Look forward don’t look back.
I’ve worked with some amazing organisations over the years and the ones that have made the largest impression, that build and create products people use and love have a single minded focus.
The one’s that struggle, or are long ago gone out of business focus too much on their competitors. What their competitors are doing, what features they have, feature parity, expert reviews of competitors, knee jerk reactions when competitors do something new, somehow thinking that the competitor has some kind of secret sauce that need to emulate.
They have corporate strategies stating they want to be the number one, the best, the leader or some other comparative or superlative. Framing their strategy, their culture, often everything they do in terms of their competitors.
@joelstein says
Sometimes you know your competitors are also doing great user research on the same audience though?

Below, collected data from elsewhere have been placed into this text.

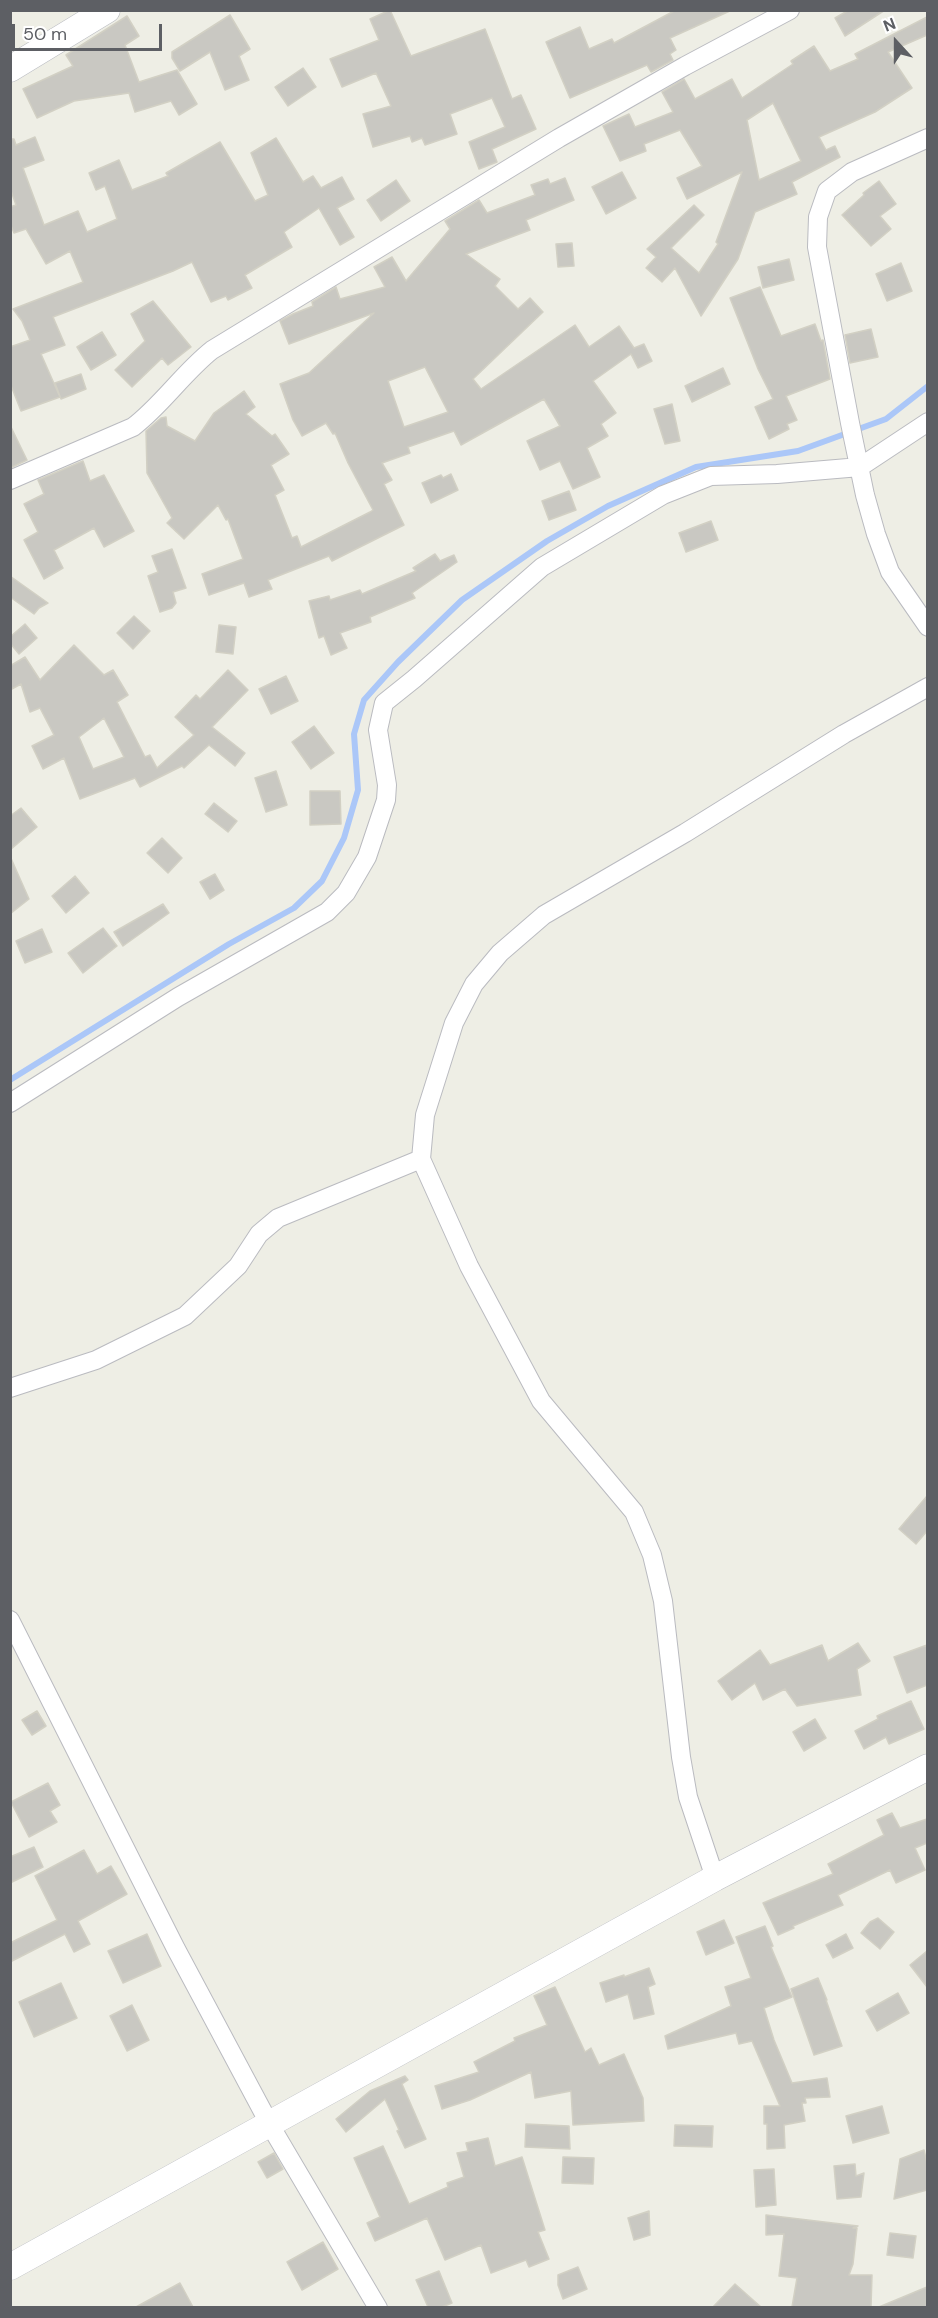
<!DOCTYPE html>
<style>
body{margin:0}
#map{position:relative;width:938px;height:2318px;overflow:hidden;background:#eeeee5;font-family:"DM Sans",sans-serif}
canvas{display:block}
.frame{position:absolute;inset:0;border:12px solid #5d5f64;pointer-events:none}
.north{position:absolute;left:866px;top:12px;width:60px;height:60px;-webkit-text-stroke:4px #fff;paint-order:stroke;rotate:339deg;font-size:16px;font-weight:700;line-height:24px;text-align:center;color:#5d5f64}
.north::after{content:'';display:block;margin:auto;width:21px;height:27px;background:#5d5f64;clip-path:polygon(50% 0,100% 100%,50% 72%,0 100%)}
.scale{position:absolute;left:12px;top:24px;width:150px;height:27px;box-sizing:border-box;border:3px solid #5d5f64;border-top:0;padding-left:8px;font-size:18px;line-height:21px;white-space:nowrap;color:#5d5f64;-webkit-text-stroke:4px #fff;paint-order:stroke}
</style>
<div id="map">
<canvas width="938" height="2318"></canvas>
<div class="frame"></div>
<div class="north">N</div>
<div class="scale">50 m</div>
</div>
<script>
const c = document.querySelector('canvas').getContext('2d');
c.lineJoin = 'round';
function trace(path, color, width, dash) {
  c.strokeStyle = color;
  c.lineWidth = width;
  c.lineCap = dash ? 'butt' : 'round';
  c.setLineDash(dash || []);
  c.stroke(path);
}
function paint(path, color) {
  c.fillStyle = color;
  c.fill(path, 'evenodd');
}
trace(new Path2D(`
 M10,1080l219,-136 65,-36 28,-27 22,-43 14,-48 -4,-56 10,-34 34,-38 64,-62 85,-59 61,-35 88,-39 102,-16 88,-32 42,-33`), '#abc7f8', 6);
const building = new Path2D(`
 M390,10l21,46 74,-27 27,70 9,-4 15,34 -44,20 5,13 -18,7 -10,-27 36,-15 -13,-29 -42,16 7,20 -32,11 -3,-7 -10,4 -2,-6 -37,11 -10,-33 28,-8 -15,-33 -34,14 -12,-28 49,-19 -9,-21z
 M676,10h56l-62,28 6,12 -6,4 3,6 -22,12 -4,-7 -77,33 -24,-56 34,-15 9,22 23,-10 2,4z
 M849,10h36l-40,26 -10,-18z
 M230,15l20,34 -11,7 10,24 -24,10 -15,-38 -30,19 -8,-13v-6z
 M127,16l12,20 -14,9 14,37 38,-12 20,34 -18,11 -8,-14 -36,11 -6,-19 -55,8 -37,17 -14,-29 50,-23 -7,-11z
 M927,17v18l-39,17 24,36 -37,24 -56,25 7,13 9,-4 5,11 -48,25 5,12 -42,18 -17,47 -37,57 -26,-48 -13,14 -16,-14 10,-11 -9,-8 47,-44 10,10 -33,33 28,25 19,-29 -2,-2 26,-70 -55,27 -10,-21 25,-12 -22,-36 -36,14 2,7 -26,10 -17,-35 26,-12 6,13 38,-15 -11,-20 22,-13 11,20 37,-20 10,19 51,-34 -2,-3 23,-15 16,25 28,-12 -3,-5zM773,103l28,58 -42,19 -12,-60z
 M303,68l13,19 -28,19 -13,-19z
 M35,137l9,23 -21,8 21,57 34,-14 9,21 30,-13 -12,-33 -9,4 -7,-17 30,-13 13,30 36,-14 -2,-3 54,-31 35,59 13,-6 -17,-42 25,-15 27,44 10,-6 8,12 21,-11 12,22 -17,9 17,29 -14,8 -21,-37 -35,24 8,15 -47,28 7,13 -24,12 -2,-4 -15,6 -19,-40 -19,9 -120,46 12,28 -24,9 19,43 -39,14 -11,-28v-36l20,-7 -8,-19 -9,-12 70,-27 -13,-31 -24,13 -20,-35 -12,4 -4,-10v-16l6,-2 -6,-17v-49h4l2,6z
 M622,172l14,26 -30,16 -14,-27z
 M565,178l9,22 -48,20 4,10 -64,24 34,25 -5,7 23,23 12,-11 13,14 -70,67 8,10 94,-64 14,22 30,-21 15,22 10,-4 8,17 -14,7 -7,-14 -38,27 23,32 -15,11 7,12 -21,12 13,29 -27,12 -13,-28 -20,9 -13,-29 33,-15 -16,-27 -83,46 -7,-14 -46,16 2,6 -28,10 10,17 -8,4 20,41 -72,36 -3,-5 -61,24 4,9 -23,8 -5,-14 -35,12 -7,-21 41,-15 -15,-40 -2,1 -8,-15 -34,34 -17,-16 5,-5 -25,-45 -1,-42 15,-13 5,-1 1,9 28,15 19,-28 30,-22 11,16 -9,7 26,22 3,-2 14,20 -18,11 13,25 -9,5 17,43 5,-2 4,11 69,-35 3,-2 -25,-47 -13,-30 -2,1 -7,-11 -24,13 -9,-16 -13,-36 29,-11 65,-60 -85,31 -9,-23 13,-7 20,-8 -1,-4 24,-15 4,12 45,-12 -11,-20 18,-10 14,24 44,-52 -5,-8 34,-21 8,13 48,-18 -4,-10 17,-6 2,5zM425,367l23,45 -44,15 -16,-46z
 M396,180l14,21 -29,20 -14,-21z
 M879,181l17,23 -16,12 11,13 -20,17 -29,-31 22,-20 -1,-2z
 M572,243l2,23 -16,1 -2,-23z
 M789,259l5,21 -31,8 -5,-21z
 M901,263l11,28 -25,10 -11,-27z
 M760,287l21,49 34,-12 6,17 2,-1 7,39 -44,17 11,24 -10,4 2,5 -20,10 -14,-32 18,-8 -15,-30 -28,-71z
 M153,301l38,46 -23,18 -6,-7 -30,29 -17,-17 30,-29 -14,-27z
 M871,329l7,28 -28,6 -5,-28z
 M102,332l14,23 -25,15 -14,-23z
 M723,368l7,16 -38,18 -7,-16z
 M81,374l5,15 -25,10 -6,-16z
 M672,404l8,37 -15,3 -11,-35z
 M10,425l17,35 -17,8z
 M83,461l7,20 14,-6 30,56 -30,16 -10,-19 -40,22 9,18 -19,11 -20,-39 14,-8 -14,-28 20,-10 -6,-14z
 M451,474l7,16 -27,13 -9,-20 19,-8 2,3z
 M569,491l7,19 -27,10 -7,-19z
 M711,521l7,19 -32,12 -7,-19z
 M172,549l14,39 -13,4 3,11 -4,5 -12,4 -12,-36 10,-4 -6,-16z
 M435,554l5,7 14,-6 3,7 -45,31 3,5 -45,19 1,5 -31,11 7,15 -16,7 -7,-19 -5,2 -10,-37 20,-5 1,4 30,-10 2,4 54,-23 -3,-3z
 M10,576l38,27 -9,5 -5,6 -24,-17z
 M134,616l16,15 -17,18 -16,-16z
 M25,624l12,14 -18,16 -9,-11v-6z
 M219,625l17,2 -3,27 -17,-2z
 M74,645l30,30 9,-5 15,25 -11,7 28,55 5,-2 7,13 37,-33 -19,-18 21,-22 4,4 28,-29 20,20 -36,37 33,26 -10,13 -26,-21 -25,23 -2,-2 -42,21 -5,-9 -55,21 -16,-41 -21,11 -11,-23 22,-11 -14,-27 -10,4 -9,-28 -11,6v-24l15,-9 15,23zM104,718l20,39 -31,12 -14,-32z
 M286,676l12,25 -27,13 -12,-25z
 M314,726l20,27 -23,16 -19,-27z
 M276,771l11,34 -21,7 -11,-34z
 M310,791h30l1,33 -31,1z
 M214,803l23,18 -9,11 -23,-18z
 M21,808l16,19 -27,23v-34z
 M162,838l20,20 -14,15 -21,-20z
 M10,856l19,43 -19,15z
 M215,874l9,16 -14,9 -10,-17z
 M75,876l14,17 -23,20 -14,-17z
 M163,904l6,9 -46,33 -9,-14z
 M103,928l14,18 -34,27 -15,-20z
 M42,929l10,23 -27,11 -9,-22z
 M927,1496v35l-11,13 -17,-15z
 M858,1643l12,18 -13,8 4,26 -64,11 -12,-17 -22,11 -8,-17 -23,17 -14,-19 42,-31 10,15 52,-20 6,16z
 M927,1645v40l-20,8 -13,-36z
 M911,1701l13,28 -35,15 -3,-7 -22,12 -9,-18 23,-12 -1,-3z
 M37,1711l9,15 -14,9 -10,-15z
 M815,1719l11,19 -22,13 -11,-19z
 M48,1783l12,22 -10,6 7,11 -28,15 -18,-35z
 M892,1813l8,15 27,-9v24l-12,5 10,22 -29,13 -6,-13 -52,25 5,10 -50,21 1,2 -16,7 -15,-32 70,-29 -5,-10 56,-29 -7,-15z
 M34,1847l9,20 -33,16v-26z
 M84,1850l13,24 14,-8 16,28 -49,27 12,23 -16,8 -9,-18 -55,28v-19l47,-23 -22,-44z
 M878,1918l16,14 -14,17 -19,-16 9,-11z
 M724,1920l10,23 -28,12 -9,-23z
 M765,1926l8,20 -2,1 21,50 -28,11 10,32 18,43 35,-5 3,19 -25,1 1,5h-4l3,18 -21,4 1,23 -18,1v-25h-3v-18h16l-28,-65 -13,3 -3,-11 -68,16 -3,-13 66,-30 -6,-19 26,-9 -15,-41z
 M147,1934l14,32 -38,17 -15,-32z
 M846,1934l7,14 -20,10 -7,-13z
 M927,1951v36l-17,-22z
 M649,1968l6,16 -7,3 6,27 -20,5 -6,-25 -22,8 -6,-19 24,-8v2z
 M818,1978l9,22h-1l16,46 -28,9 -23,-66z
 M61,1983l16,35 -43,19 -15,-35z
 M555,1987l30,65 6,-4 8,17 25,-11 19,44 1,23 -71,4 -2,-34 -36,7 -4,-26 -61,28 -28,9 -7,-23 44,-14 -5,-10 41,-21 -1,-3 33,-13 -13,-29z
 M898,1993l11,20 -32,18 -11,-20z
 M132,2005l17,35 -22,11 -17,-35z
 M405,2076l3,4 -6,4 24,55 -21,9 -8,-17 2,-1 -14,-31 -39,33 -10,-13 34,-28z
 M882,2106l7,27 -36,10 -7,-27z
 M526,2124l43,2 1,23 -45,-2z
 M675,2125l38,1 -1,21 -38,-1z
 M488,2138l7,28 27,-9 23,73 -7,2 11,27 -20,8 -3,-7 -35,13 -10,-28 -36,15 -18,-42 -52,23 -8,-18 13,-6 -26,-59 29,-12 26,58 39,-17 -1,-4 17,-6 -7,-24 11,-2 -2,-8z
 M924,2150l3,13v27l-33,9 6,-40z
 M274,2153l9,16 -16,9 -9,-16z
 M563,2157l31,1 -1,26 -31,-1z
 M855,2164l1,12 8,-3 -3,24 -24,2 -3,-33z
 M774,2169l2,36 -20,2 -2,-37z
 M649,2211l1,24 -16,5 -6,-22z
 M766,2215l92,11 -5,2h4l-4,36 -4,11h23l-1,32h-79l5,-29 -18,-2 5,-42 -18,1z
 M890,2233l26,3 -3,22 -26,-3z
 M323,2242l15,27 -36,21 -15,-28z
 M578,2267l9,22 -24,10 -5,-14v-10z
 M439,2271l13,32 -10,4h-14l-12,-27z
 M180,2283l13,24h-57z
 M735,2284l26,23h-48z
 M927,2287v20h-48z`);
paint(building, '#c9c8c2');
trace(building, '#d2d0c4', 1.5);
const street = new Path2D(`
 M928,138l-76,34 -25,19 -9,26 -1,30 33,176 15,72 11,39 14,38 38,55
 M10,480l123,-53c29,-22 50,-54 79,-77l347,-212 126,-72 105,-56
 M10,1103l168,-106 149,-85 19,-19 21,-36 19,-57 1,-15 -9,-55 6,-27 30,-24 128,-112 121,-72 48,-19 66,-2 83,-7 68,-45
 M10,1388l86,-28 89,-44 53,-50 21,-32 19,-16 143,-59
 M10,1620l166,329 94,176 108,183
 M715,1878l-27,-81 -7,-40 -18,-156 -11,-46 -18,-43 -93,-111 -72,-135 -48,-107 4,-44 29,-92 20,-39 26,-31 44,-38 141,-82 159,-99 84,-47`);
const secondary = new Path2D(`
 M10,69l97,-59
 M10,2267l705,-389 213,-111`);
trace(street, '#babbc0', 20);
trace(secondary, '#babcc2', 27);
trace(street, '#fff', 18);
trace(secondary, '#fff', 26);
</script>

Sure, don't obsess / blindly copy, but there's plenty of value in staying in tune with competitors IMO - also so you can make sure your experience feels distinctive vs theirs.
— JOEL ???? (@joelstein) February 7, 2020
Even so, you will still be following what they do. Never leading, never innovating.
Keeping an eye on competition is an important thing to do but it’s not the most important thing to do.
Contrast that with companies producing products people love. Have a single minded focus on doing things because their customers need it (not want it that’s a different thing). They look at people’s lives, their work, their environment and design products that have a true need, even if that need hasn’t yet been met.
When we are planning we focus on the problem space. It’s not the time to obsess about the competition.
Sarvesh Govindappa, Booking.com / Rentalcars.com
🎧 You can listen to me chat to Sarvesh on my podcast, Making Better Product Decisions.
True leadership, true innovation comes from looking at users and their needs not from looking behind you or looking at the leader in the space and thinking what are they doing well? But looking a users and asking ‘What do our users need that are competitors aren’t doing?’ You can’t to that by emulation, you must look at the source, your user and their needs.
I use the fantastic Jobs to be Done framework to identify user needs and understand how your product differentiates from theirs.